CPT code 44407 is for a colonoscopy procedure that includes the aspiration of fluid and the biopsy of tissue. This code is used when a healthcare provider performs a colonoscopy, which is a visual examination of the colon, and during this procedure, they also collect a sample of tissue for further analysis and may remove any abnormal fluid present.

Does CPT 44407 Need a Modifier?

For CPT code 44407 (Colonoscopy with needle aspiration/biopsy), the following modifiers may be applicable:

1. Modifier 22 - Increased Procedural Services: Used when the work required to provide a service is substantially greater than typically required.
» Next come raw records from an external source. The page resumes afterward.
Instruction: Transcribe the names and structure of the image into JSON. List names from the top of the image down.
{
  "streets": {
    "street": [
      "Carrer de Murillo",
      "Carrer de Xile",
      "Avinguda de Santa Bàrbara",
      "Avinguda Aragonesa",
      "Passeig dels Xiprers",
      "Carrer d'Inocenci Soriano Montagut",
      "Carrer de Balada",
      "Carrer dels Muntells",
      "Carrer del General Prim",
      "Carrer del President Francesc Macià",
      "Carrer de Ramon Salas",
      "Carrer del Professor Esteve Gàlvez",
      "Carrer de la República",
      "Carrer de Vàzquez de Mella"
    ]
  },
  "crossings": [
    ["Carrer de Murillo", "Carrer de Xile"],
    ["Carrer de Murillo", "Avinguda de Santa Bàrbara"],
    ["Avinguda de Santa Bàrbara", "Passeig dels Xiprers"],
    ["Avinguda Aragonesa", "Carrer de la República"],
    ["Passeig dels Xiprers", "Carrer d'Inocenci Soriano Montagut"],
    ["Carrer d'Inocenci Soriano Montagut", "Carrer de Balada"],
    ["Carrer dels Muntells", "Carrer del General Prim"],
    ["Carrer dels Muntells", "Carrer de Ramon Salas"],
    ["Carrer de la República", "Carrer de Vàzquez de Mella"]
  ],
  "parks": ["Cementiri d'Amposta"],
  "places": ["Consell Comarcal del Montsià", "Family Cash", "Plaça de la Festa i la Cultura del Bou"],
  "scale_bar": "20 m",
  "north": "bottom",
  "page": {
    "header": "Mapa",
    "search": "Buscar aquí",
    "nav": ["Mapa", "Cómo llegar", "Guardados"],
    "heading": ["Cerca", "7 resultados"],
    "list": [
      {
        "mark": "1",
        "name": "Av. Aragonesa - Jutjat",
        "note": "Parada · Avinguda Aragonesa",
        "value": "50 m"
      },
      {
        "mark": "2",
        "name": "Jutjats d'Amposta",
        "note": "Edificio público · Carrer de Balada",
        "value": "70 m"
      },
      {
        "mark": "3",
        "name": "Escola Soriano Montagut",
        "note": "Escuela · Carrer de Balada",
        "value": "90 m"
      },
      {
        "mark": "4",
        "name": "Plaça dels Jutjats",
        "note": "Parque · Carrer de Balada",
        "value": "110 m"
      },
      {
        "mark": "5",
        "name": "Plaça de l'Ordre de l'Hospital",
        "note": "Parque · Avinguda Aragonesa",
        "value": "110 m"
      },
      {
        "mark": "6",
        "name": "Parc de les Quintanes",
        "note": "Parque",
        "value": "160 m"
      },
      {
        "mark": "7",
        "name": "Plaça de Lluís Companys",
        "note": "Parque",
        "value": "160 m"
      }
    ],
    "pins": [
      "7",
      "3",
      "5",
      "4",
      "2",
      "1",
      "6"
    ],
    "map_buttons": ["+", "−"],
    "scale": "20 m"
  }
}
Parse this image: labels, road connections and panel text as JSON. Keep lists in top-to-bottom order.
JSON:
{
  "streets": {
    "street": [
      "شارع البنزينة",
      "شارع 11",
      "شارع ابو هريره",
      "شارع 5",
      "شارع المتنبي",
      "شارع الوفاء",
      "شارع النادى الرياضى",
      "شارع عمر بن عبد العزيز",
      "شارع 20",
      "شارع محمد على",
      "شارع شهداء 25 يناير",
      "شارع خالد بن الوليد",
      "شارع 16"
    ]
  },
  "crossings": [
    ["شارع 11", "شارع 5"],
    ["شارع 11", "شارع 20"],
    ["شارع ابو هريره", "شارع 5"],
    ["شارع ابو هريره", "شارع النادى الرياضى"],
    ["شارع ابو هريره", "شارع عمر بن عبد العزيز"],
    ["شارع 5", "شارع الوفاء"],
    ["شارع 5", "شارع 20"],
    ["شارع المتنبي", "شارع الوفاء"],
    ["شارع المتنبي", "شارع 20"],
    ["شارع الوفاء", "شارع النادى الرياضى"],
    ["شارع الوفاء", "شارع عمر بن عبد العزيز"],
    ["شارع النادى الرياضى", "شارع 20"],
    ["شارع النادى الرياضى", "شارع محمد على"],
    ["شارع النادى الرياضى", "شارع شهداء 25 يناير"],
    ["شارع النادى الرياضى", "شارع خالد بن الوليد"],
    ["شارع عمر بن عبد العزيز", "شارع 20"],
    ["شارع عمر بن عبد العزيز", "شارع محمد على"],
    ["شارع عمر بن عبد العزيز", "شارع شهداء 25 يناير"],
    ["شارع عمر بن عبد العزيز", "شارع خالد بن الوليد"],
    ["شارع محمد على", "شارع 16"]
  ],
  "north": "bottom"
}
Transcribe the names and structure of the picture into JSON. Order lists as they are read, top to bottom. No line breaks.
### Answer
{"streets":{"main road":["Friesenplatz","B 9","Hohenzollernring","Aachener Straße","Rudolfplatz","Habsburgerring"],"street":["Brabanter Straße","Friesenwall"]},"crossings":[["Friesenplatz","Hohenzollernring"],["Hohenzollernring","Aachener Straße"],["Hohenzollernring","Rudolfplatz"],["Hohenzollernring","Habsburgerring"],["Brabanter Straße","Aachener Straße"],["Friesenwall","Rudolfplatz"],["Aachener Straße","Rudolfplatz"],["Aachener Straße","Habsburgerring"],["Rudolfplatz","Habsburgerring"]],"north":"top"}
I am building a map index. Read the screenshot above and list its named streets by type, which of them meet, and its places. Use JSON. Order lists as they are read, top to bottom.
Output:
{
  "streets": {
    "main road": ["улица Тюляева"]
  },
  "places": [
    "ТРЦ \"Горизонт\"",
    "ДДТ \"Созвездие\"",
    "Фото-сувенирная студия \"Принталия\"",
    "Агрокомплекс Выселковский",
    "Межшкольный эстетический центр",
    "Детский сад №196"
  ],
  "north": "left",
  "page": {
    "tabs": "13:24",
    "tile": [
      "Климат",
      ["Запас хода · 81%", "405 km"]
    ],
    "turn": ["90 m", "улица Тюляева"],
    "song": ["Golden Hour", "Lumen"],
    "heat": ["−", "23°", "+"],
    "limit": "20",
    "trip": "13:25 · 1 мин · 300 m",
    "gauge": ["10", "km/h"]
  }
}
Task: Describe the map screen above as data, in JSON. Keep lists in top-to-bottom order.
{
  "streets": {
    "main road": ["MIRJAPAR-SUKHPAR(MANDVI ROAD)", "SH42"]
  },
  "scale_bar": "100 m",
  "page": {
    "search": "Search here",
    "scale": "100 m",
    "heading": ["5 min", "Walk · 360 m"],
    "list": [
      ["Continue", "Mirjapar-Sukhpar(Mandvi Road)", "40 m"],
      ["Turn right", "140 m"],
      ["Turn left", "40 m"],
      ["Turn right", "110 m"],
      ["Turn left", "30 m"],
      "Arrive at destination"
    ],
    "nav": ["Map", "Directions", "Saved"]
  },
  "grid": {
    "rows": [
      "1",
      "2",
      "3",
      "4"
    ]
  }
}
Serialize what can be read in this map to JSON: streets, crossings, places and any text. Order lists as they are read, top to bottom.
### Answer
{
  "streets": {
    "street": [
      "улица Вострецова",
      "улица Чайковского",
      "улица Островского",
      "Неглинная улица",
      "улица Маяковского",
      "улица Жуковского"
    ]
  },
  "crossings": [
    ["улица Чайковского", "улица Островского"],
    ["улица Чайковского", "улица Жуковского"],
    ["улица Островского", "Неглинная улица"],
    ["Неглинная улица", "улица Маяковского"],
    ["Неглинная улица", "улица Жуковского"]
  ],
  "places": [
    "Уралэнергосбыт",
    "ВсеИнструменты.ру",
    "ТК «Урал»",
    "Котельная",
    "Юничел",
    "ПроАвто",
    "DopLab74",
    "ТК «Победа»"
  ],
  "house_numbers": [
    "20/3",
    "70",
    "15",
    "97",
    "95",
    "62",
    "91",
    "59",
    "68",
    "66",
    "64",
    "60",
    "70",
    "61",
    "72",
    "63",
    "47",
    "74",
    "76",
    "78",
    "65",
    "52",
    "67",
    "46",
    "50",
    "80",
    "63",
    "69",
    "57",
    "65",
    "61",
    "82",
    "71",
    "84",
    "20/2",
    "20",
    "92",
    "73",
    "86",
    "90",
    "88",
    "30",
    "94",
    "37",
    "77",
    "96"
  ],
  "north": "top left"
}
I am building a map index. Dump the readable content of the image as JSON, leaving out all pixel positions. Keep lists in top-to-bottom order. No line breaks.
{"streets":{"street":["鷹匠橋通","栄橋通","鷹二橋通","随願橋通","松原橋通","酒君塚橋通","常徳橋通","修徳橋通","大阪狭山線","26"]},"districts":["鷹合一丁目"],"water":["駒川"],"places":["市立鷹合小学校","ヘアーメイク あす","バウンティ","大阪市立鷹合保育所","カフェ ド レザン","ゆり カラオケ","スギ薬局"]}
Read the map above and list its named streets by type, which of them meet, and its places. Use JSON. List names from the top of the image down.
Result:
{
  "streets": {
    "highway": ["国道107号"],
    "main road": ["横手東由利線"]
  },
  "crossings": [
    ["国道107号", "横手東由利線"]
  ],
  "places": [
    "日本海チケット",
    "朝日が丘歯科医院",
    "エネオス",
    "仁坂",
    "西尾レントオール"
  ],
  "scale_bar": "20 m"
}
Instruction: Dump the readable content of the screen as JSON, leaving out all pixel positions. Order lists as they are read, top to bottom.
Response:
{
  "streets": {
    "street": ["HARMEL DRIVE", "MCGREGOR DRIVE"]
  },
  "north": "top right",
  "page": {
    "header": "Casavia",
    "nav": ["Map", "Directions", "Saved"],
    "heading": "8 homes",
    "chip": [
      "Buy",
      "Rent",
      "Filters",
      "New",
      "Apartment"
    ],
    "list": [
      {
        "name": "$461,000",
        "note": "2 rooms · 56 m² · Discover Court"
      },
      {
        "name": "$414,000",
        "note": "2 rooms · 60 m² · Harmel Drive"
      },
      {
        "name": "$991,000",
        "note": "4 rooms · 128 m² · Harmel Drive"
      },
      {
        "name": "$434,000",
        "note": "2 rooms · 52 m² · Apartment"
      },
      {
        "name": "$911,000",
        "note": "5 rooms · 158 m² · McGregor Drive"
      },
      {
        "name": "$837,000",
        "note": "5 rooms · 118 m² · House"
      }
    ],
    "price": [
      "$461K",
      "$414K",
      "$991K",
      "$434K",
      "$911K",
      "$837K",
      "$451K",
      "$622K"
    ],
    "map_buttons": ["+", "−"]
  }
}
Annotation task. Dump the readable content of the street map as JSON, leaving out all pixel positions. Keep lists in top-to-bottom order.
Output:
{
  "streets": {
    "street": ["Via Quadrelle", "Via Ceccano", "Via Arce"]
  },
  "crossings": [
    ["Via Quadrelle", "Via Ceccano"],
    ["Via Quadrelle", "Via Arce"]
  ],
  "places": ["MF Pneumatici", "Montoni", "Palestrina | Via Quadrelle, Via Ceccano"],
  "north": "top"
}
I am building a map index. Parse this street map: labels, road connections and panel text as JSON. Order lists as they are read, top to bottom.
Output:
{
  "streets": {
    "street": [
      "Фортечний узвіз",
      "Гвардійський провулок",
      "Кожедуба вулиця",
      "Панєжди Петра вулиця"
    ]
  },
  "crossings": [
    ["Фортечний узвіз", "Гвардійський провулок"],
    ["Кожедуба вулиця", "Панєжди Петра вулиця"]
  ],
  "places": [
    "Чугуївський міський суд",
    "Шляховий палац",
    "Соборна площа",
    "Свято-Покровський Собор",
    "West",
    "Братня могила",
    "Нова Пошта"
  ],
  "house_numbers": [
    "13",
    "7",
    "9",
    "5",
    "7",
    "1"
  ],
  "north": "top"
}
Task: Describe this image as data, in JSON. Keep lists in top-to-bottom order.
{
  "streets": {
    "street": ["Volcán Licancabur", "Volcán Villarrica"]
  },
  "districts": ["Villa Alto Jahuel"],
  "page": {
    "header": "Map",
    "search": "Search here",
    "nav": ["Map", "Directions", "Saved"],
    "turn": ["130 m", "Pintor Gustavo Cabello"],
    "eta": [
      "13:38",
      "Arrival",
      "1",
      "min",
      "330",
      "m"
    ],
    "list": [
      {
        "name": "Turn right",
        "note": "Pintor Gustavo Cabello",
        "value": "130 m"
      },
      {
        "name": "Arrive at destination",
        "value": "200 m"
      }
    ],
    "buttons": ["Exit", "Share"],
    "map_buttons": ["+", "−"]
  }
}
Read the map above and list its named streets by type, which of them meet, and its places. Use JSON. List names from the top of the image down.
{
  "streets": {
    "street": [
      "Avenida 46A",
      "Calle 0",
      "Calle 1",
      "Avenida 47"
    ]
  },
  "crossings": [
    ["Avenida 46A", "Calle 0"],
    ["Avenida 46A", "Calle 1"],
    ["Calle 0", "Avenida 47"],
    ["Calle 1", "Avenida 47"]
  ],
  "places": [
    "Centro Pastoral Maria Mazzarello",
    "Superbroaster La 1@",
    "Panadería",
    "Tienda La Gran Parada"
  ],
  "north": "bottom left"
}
This could be due to complications or additional work involved in the procedure.

2. Modifier 26 - Professional Component: Used when only the professional component of the service is being billed, typically applicable when the procedure involves both a technical and a professional component.

3. Modifier 51 - Multiple Procedures: Used when multiple procedures are performed during the same session. This modifier indicates that the procedure is one of several performed on the same day.

4. Modifier 52 - Reduced Services: Used when a service or procedure is partially reduced or eliminated at the physician's discretion.

5. Modifier 53 - Discontinued Procedure: Used when a procedure is started but discontinued due to extenuating circumstances or those that threaten the well-being of the patient.

6. Modifier 59 - Distinct Procedural Service: Used to indicate that a procedure or service was distinct or independent from other services performed on the same day. This is often used to bypass National Correct Coding Initiative (NCCI) edits.

7. Modifier 76 - Repeat Procedure by Same Physician: Used when a procedure or service is repeated by the same physician or other qualified healthcare professional subsequent to the original procedure or service.

8. Modifier 77 - Repeat Procedure by Another Physician: Used when a procedure or service is repeated by another physician or other qualified healthcare professional subsequent to the original procedure or service.

9. Modifier 78 - Unplanned Return to the Operating/Procedure Room by the Same Physician Following Initial Procedure for a Related Procedure During the Postoperative Period: Used when a patient returns to the operating room for a related procedure during the postoperative period of the initial procedure.

10. Modifier 79 - Unrelated Procedure or Service by the Same Physician During the Postoperative Period: Used when a procedure or service performed during the postoperative period is unrelated to the original procedure.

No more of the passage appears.